Aparte de para bailar Grease en chaqué, aproveché el viaje a Mallorca para hacer un pequeño peregrinaje literario. Se supone que me gusta visitar las casas de los escritores admirados cuando quedaron tal y como ellos las dejaron. Es como un esqueleto existencial del hombre que ahí hubo y que algo ayuda a comprenderlo mejor, al menos en lo nimio. Lo que me ocurre es que siempre llego a esas casas cuando no pueden ser visitadas porque es festivo o porque justo la demolieron y en su lugar ahora está la franquicia de una empresa de fast-food. Me pasó con la de Hemingway en Cojímar. Apenas pude entreverla aupándome a un muro, como un furtivo que quisiera robar. Y me ocurrió durante este viaje a Mallorca con la de Robert Graves en Deiá.
La hermosísima sierra de la Tramuntana, que al volante de un coche exige en algunas curvas comportamientos heroicos, tiene una virtud incomparable: es una muralla que se hace inexpugnable a lo mundano. Quiero decir que uno puede venir de los bullicios, las fiestas, los yates y los hombros tostados de la costa, y encontrarse de pronto con que, en apenas unos kilómetros, se ha ido a un lugar apenas frecuentado por esforzados ciclistas que no comprendo cómo no caen muertos por el esfuerzo ahí mismo y por esos artistas más o menos cavernarios que dotaron los pueblos serranos de su barniz bohemio. Ahí se vive en un doble aislamiento: el propio de la isla y el agregado de las montañas. Aislados entre los aislados, sólo con esas carreteras que se despeñan literalmente al mar. Si destruyeran el túnel de Sóller, esa trampa del conductor que se hurta la hazaña en la montaña, así como el trencito montés al que los turistas reciben con el brazo del selfie enhiesto como si a bordo volviera del exilio un caudillo, ahí dentro podría comenzar sin que nos enteráramos una civilización nueva como en los argumentos de William Golding.
La casa de Graves estaba cerrada. Apenas la divisé, como la de Hemingway, encaramado como un ladrón entre árboles frutales. Me sorprendió que esa casa no constituyera un tercer aislamiento, porque está volcada a la carretera en la entrada del pueblo de Deiá. Hay un rostro enorme del escritor como reclamo turístico, lo cual no sé si me agrada, porque a uno no le gusta que se le hagan masivas sus devociones ni que le conviertan la literatura en estaciones de un parque temático. De todos modos, y durante cuarenta años, Robert Graves escribió muy lejos de todo. En su caso no supuso un problema, porque sus fuentes fueron las de la erudición clásica, lo cual permite levantar una obra magna sin rozarse apenas con el ruido de la calle, con las grandes arterias cosmopolitas, como esos cafés de la gran Europa en los que resulta fácil imaginar a Stefan Zweig tomando apuntes. Pero el aislamiento elegido es algo contra lo cual siempre se revolverá mi voluntad de aficionado a la literatura. Supongo que porque mi acercamiento a la escritura es periodístico, es el del reportero, por lo cual poner mares y montañas entre uno mismo y todo aquello que anhela ser contado se me antoja una traición a la vocación. Otra cuestión son las edades. El momento ése en el que hasta los piratas de Conrad desembarcan con el baúl.

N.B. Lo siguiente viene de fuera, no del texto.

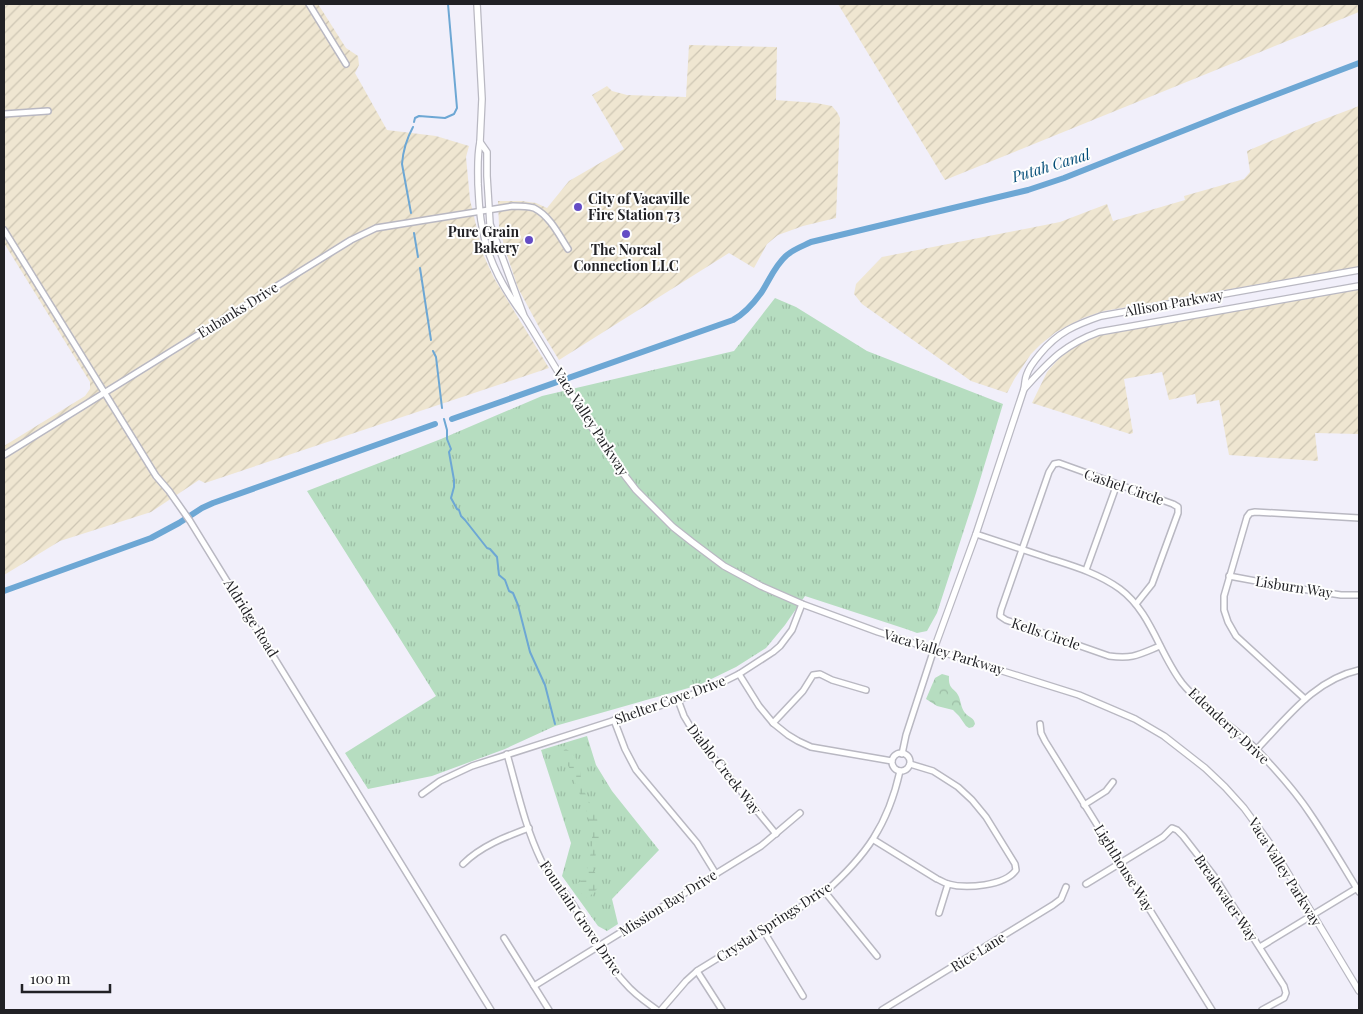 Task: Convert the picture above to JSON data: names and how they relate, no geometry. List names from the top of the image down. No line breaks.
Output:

Pasé por el cementerio, claro. Quietud, silbidos del viento, el mar ahí abajo. Lápidas modestas entre arbustos y en un espacio tan comprimido que resulta imposible caminar sin la sensación de ir pisando huesos. No fue fácil encontrar la de Graves, cuyo nombre, casi borrado, fue rotulado de una manera basta, como pasando un punzón antes de que el cemento secara.
TÍTULO: LA CARTA DE LA SEMANA - ,. DE CAMINO POR ASTURIAS ( I ),.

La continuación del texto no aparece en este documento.